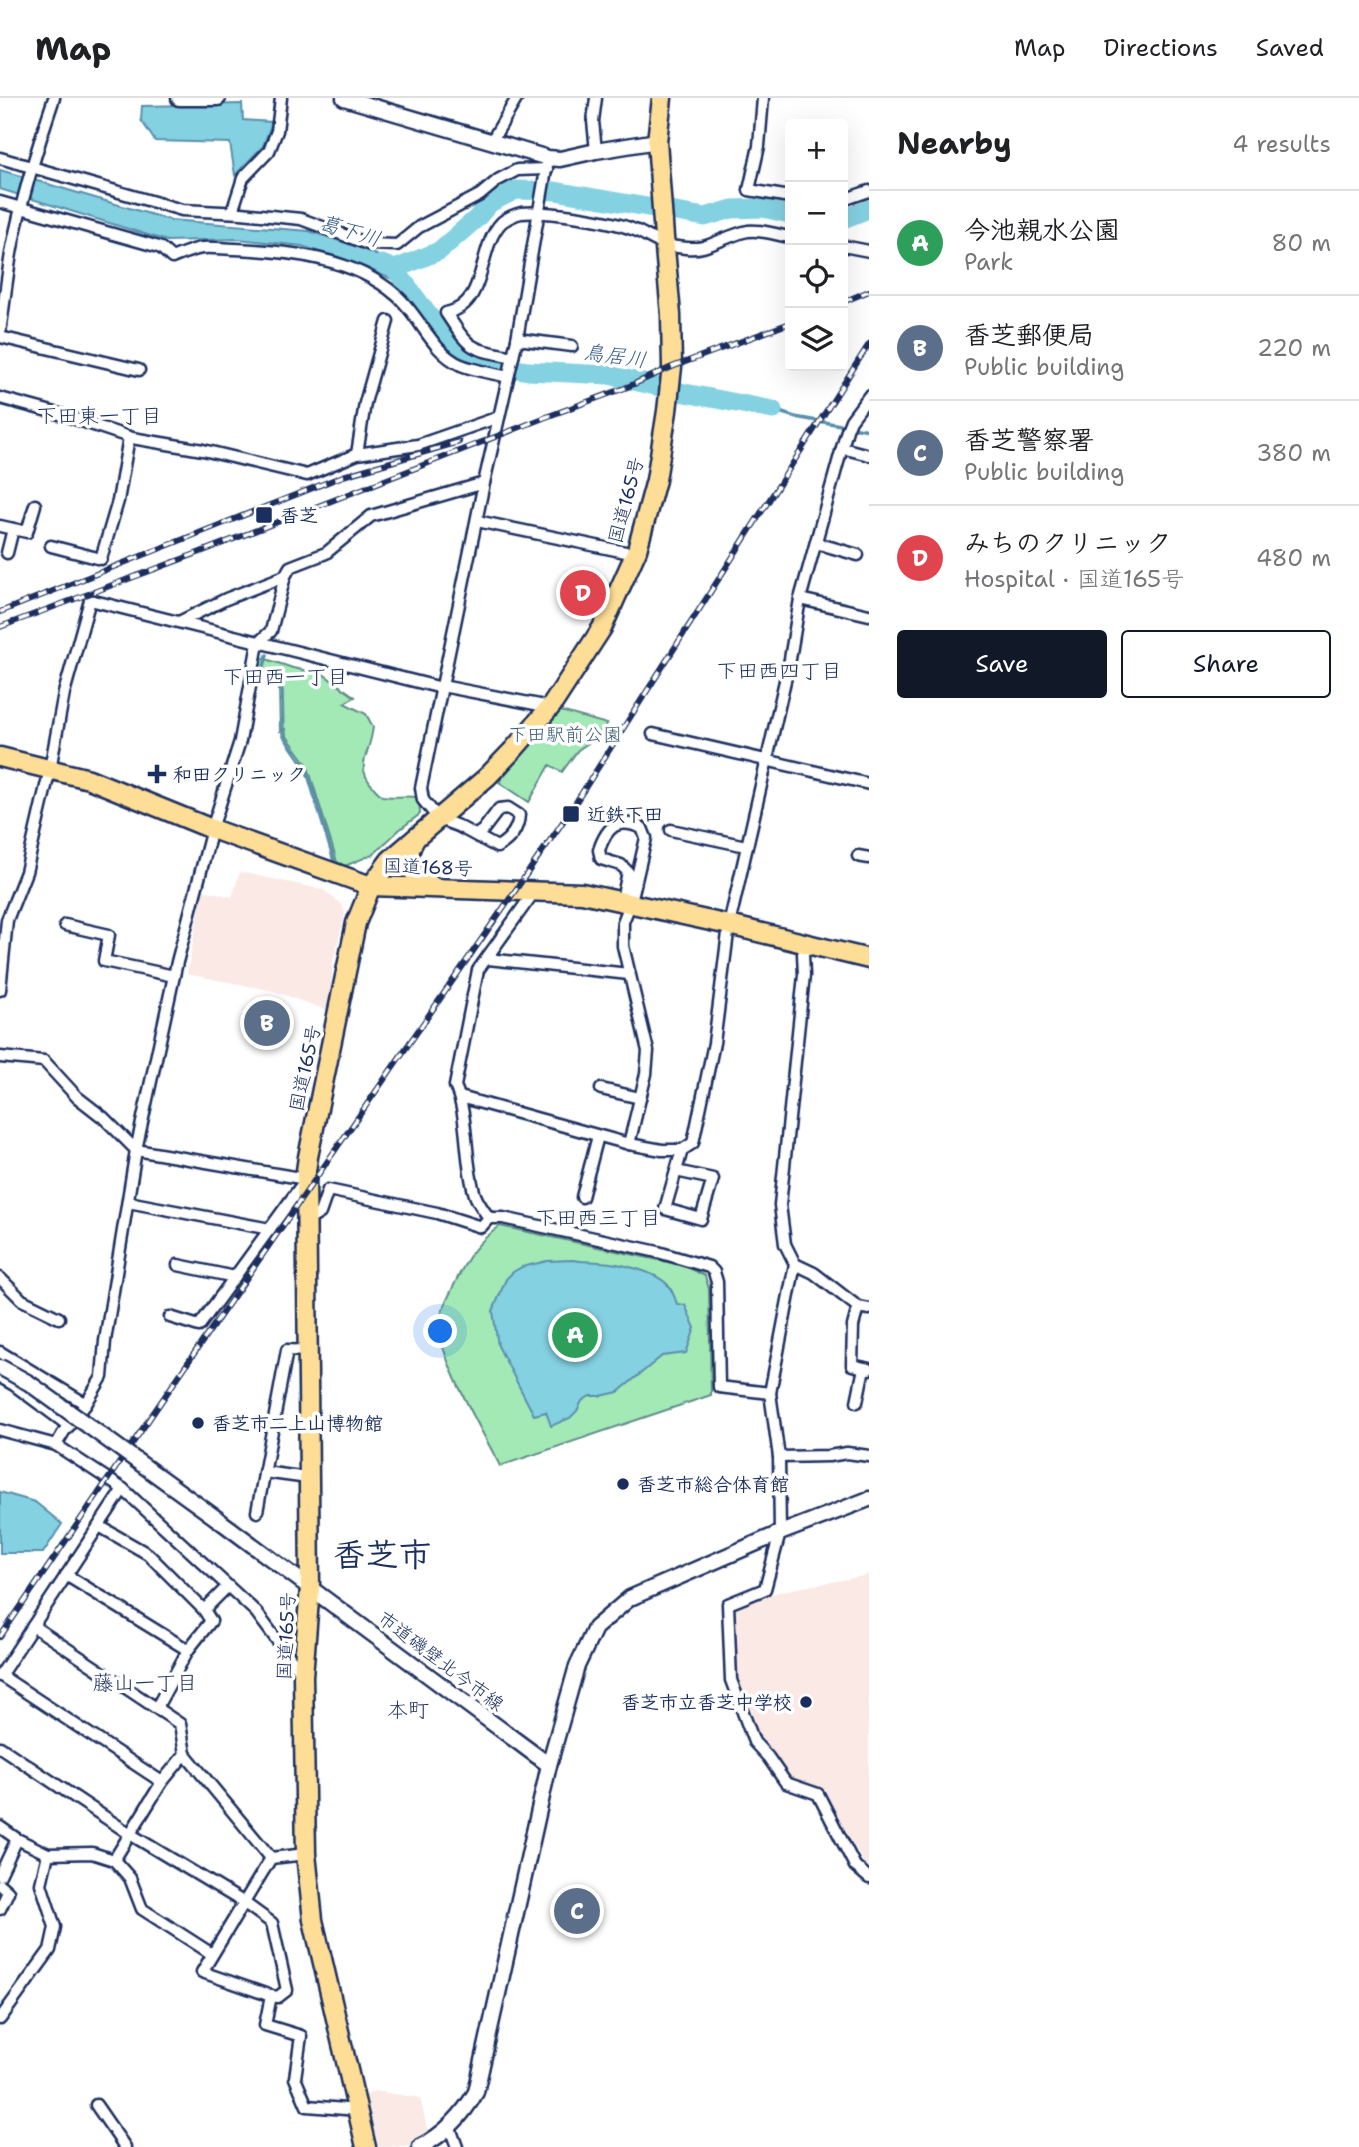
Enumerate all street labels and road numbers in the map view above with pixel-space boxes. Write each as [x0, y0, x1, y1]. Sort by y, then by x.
street label: 国道165号 [602, 454, 650, 546]
street label: 国道168号 [383, 853, 473, 881]
street label: 国道165号 [284, 1022, 326, 1114]
street label: 国道165号 [271, 1591, 301, 1681]
street label: 市道磯壁北今市線 [373, 1605, 509, 1717]

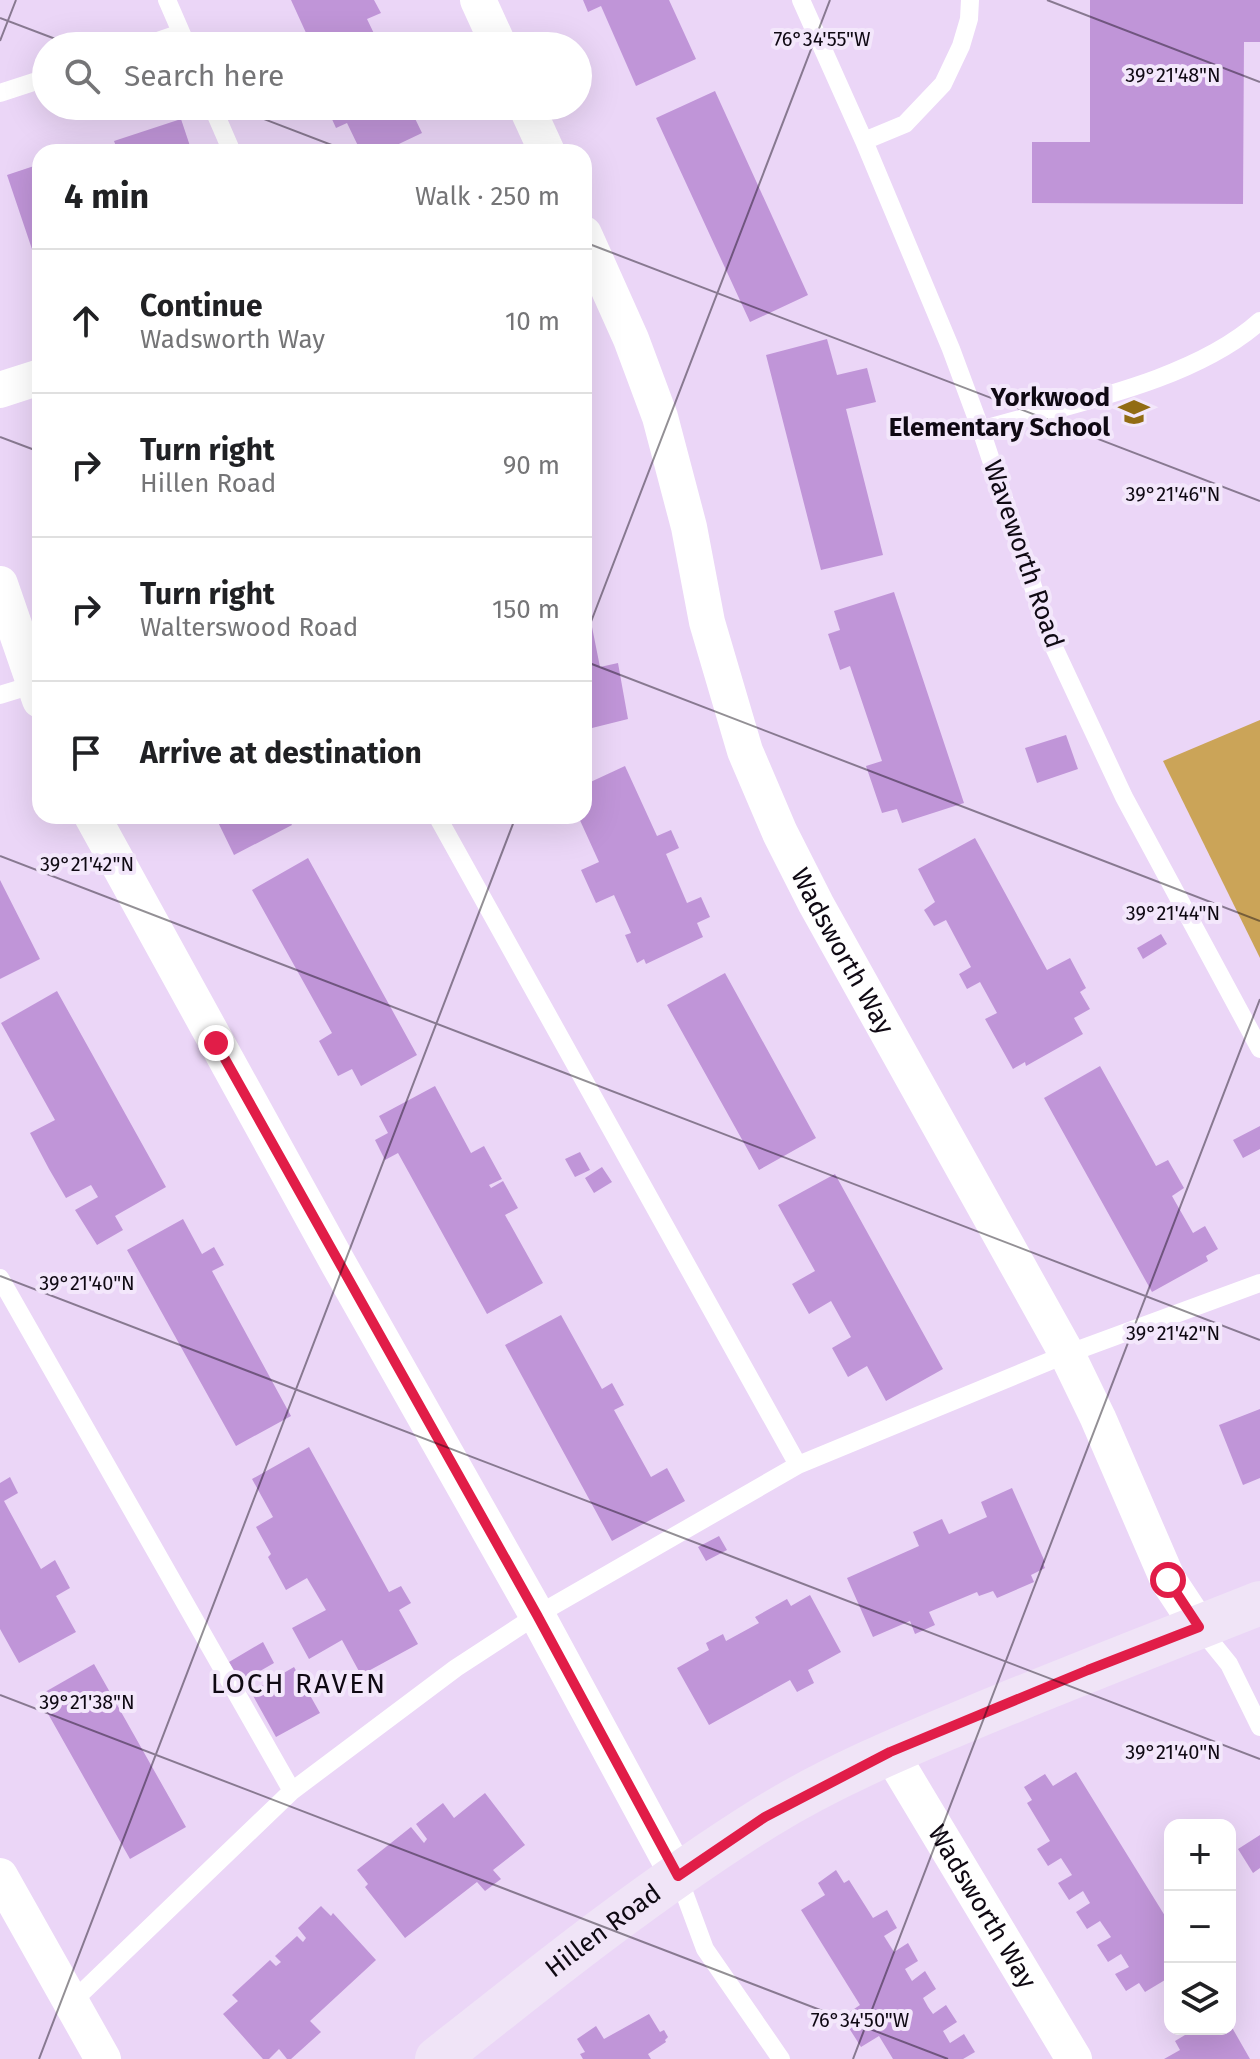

○ ○ ○ ○ ○

- [What is required]
Repeat the whole listing above word for word. Leave out the pictures.

- [Answer for this exercise]
Enumerate all street labels and road numbers in the map view above with pixel-space boxes. Write each as [x0, y0, x1, y1]. Sort by y, then by x.
street label: 国道165号 [602, 454, 650, 546]
street label: 国道168号 [383, 853, 473, 881]
street label: 国道165号 [284, 1022, 326, 1114]
street label: 国道165号 [271, 1591, 301, 1681]
street label: 市道磯壁北今市線 [373, 1605, 509, 1717]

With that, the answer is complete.